Arredondo is no stranger to politics.
“I ran for a seat on our school board when I was actually still a student at Texas State University. I was elected in May of 2015 and I served until spring of 2023 when I chose not to run for reelection due to professional opportunity, which was being Representative Zweiner’s Chief of Staff,” Arredondo said. “It was a good opportunity to take a step back and see things differently. Then in the spring of this year, as the filing deadline quickly approached and no one had filed, parents, students, staff and even some former colleagues of mine reached out and asked me to consider putting my name forward, if nobody else stepped up. And so I did. That was obviously the easiest election I ever had to run, because I ran unopposed.”
Arredondo said as the filing deadline for mayor approached those same people that reached out about the school board position asked him if he’d consider running for mayor.

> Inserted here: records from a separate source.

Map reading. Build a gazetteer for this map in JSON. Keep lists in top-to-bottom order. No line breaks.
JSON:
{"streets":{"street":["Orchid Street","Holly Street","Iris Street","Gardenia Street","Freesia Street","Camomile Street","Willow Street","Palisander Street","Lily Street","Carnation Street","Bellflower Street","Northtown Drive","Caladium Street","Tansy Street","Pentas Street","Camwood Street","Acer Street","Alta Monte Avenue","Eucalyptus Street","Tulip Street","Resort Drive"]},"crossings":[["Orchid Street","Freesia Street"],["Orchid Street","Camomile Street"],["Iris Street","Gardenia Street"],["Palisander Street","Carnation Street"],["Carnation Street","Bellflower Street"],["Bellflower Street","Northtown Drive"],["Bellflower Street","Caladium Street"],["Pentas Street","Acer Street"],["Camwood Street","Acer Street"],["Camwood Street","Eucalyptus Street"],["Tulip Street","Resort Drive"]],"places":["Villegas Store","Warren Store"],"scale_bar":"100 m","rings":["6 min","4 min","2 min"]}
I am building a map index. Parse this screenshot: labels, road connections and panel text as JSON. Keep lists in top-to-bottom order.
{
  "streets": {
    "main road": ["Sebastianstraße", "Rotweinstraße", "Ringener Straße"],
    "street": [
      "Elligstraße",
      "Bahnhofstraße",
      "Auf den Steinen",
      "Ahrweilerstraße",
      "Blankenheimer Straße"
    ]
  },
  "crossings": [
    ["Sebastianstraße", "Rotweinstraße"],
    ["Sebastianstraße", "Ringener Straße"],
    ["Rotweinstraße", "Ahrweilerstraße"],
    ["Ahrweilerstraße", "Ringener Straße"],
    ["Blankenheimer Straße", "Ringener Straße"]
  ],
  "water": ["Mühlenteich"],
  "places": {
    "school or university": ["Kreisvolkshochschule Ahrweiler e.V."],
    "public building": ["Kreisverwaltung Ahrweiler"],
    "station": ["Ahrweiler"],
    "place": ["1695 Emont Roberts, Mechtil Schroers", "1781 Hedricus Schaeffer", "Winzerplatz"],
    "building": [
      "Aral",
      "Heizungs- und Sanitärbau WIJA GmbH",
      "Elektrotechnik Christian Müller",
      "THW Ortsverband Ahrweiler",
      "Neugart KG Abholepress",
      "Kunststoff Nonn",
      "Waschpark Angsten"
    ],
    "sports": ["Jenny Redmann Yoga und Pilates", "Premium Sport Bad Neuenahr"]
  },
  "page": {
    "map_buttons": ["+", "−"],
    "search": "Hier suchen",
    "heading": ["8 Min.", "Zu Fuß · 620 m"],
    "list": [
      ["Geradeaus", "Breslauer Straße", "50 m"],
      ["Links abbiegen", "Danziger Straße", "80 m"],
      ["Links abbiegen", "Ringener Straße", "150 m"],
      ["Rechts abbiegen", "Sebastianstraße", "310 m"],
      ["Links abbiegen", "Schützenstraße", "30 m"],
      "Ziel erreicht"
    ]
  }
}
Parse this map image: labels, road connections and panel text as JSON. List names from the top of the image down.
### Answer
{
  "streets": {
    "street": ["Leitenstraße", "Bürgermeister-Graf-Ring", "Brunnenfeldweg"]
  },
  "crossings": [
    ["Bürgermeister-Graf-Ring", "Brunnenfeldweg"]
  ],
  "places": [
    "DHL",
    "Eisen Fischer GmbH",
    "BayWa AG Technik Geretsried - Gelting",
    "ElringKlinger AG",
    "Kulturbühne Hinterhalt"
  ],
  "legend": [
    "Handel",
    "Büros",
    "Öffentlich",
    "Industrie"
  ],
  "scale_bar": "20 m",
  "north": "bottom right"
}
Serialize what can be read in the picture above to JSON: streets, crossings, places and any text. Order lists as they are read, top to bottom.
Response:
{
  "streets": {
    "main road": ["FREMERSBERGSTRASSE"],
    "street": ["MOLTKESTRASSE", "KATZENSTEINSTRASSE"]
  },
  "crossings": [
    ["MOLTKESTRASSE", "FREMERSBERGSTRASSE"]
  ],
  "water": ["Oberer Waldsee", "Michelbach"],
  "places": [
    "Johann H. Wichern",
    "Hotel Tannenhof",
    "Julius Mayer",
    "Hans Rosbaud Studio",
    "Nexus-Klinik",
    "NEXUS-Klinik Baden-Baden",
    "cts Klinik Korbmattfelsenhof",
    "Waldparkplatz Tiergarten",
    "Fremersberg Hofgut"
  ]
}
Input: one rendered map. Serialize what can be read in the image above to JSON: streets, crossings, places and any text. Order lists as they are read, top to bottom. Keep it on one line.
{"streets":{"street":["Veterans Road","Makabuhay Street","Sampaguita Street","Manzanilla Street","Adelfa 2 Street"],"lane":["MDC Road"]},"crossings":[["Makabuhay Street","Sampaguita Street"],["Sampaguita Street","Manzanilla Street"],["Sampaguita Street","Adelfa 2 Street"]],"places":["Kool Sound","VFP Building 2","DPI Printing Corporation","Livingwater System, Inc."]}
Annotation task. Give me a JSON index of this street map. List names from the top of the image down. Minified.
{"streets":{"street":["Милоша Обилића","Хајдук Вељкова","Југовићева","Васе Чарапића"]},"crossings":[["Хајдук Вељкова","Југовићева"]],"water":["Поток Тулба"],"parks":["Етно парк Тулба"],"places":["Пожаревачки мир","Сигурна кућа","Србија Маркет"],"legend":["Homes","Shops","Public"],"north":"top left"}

“This did not materialize until about two weeks before the filing deadline,” Arredondo said. “I had been encouraged to do it, but it did not become something that I seriously considered until I saw that no one [that was a new candidate] was running for mayor.”
If Arredondo is elected mayor, that would leave his current at-large trustee position open.
“If I'm lucky enough to be elected mayor of my hometown, that would create a vacancy on the school board. The school board could pursue a couple of options; one of them being to appoint a replacement. We’ve accepted applications. But whoever that appointee would be would either have to run in May of 2025, so the board would have to call a special election in May to fill the remainder of the term. But they could appoint an interim to fill in until the next Uniform Election Day.”
Arredondo said he loves this city, because as it grows, exponentially at times, it’s “still San Marcos.” And San Marcans take care of their own.
“You can still run into your neighbors and high school classmates at a Texas State football game. For better or worse, you can run into them at the grocery store or at the Ramon Lucio little league fields,” Arredondo said. “And that's something that I hope that we continue to have as we continue to grow, is that we are still a town that cares about our neighbors. In times of crisis, we've seen our neighbors mobilize to take care of each other, and I don't want to lose that. I think that's what makes us special; we still take care of each other.”
Arredondo said he plans to live every day like it might be his last day in office because that is what the families and taxpayers of San Marcos deserve.